Open prushforth opened 8 years ago
Need to agree/fix whether the meta name=tcrs or meta name=projection
https://github.com/whatwg/html/issues/2335 suggests that new <meta>
features should be defined as new attributes, rather than new values for the name
attribute.
E.g.
<meta zoom="">
instead of:
<meta name="zoom" content="">
OK, sounds good, thanks for finding that reference. My experience with these meta values is that they can become a second, or third source of truth, and the UA will need some rules on priority. But let's put that aspect on hold for when we determine exactly which meta variables we will need. zoom seems to be an obvious one.
Related issue
We've implemented the <meta name="extent" content="zoom=0,top-left-row=4,top-left-column=3,bottom-right-row=5,bottom-right-column=4" />
element, where the author can specify an extent for the document content that provides a default value for the document.
Individual content elements may not conform to this extent; for example a <link rel="tile" tref="...">
might have associated <input type=location>
elements that don't specify min/max
attributes and thus tile can't be constrained according to those values; the <meta name="extent"...>
associated to the document then provides a "default" extent for the document that may be more suitable to the server's content than defaulting to the extent of the entire TCRS extent.
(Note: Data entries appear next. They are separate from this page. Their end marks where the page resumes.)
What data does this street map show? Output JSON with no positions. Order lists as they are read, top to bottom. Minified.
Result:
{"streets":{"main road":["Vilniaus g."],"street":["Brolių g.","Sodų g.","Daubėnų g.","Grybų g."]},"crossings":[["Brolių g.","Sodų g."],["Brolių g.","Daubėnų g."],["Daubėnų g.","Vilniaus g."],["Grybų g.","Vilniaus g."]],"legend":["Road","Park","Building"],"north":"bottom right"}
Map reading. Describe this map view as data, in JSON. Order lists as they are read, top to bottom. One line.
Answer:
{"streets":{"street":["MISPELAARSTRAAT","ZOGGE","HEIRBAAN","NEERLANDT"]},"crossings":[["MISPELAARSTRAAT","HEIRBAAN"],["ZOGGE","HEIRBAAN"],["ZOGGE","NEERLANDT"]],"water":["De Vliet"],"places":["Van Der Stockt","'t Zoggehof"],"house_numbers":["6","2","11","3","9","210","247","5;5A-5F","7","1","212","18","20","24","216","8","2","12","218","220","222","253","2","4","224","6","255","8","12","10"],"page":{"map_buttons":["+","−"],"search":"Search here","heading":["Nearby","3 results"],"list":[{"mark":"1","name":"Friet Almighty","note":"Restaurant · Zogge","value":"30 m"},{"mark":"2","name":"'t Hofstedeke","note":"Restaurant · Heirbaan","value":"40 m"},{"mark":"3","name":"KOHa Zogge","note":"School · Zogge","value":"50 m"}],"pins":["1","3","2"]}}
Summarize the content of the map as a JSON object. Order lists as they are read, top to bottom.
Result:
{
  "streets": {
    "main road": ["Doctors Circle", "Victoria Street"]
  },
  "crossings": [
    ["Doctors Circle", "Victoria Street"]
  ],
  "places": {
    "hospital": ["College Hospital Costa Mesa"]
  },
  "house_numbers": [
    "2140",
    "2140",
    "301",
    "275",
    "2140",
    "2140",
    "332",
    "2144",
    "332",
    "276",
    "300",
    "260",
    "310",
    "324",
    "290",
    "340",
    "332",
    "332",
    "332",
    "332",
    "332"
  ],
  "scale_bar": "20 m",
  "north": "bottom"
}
This comment is the documentation of the syntax of the implementation, until the spec can be updated. Please correct / comment if I get something incorrect or incomplete.
The element requires a content
attribute that specifies a bounding extent of document content. The content attribute contains comma-separated name=value pairs. The set of name=value pairs must specify a bounding extent using coordinates of the top-left-axisName and bottom-right-axisName corners of the extent. The values of these coordinates must be specified by axis name. If the axis name is insufficient to determine the coordinate system's zoom level, a zoom=value key/value pair must also be specified. For example:
<meta name="extent" content="zoom=0,top-left-row=4,top-left-column=3,bottom-right-row=5,bottom-right-column=4" />
An extent is characterized by 4 coordinates ( two coordinate pairs). In the above example, the coordinate pairs are: (3,4),(4,5).
In the case where the coordinate system is scale-independent, for example pcrs or gcrs, the extent may omit the zoom=value parameter:
<meta name="extent" content="top-left-northing=9845941,top-left-easting=-4386083,bottom-right-northing=-9796765,bottom-right-easting=4783070" />
or
<meta name="extent" content="top-left-latitude=90, top-left-longitude=-180, bottom-right-latitude=-90,bottom-right-longitude=180" />
Note that the coordinate system (gcrs,pcrs,tcrs,tilematrix) of the extent is inferred from the first axis name encountered. If axes from more than one coordinate system are encountered, the extent will be ignored.
The implementation of this is not perfect, because we rely on Leaflet for rendering at this stage. In doing so, we represent extents using L.Polygon, which in turn relies on L.LatLng. So, extents that "fall off the edge of the earth" do not work well, despite that they are defined in tiles, or easting/northing etc. We will need to implement an extent renderer, which doesn't rely on transforming points to latlng for display.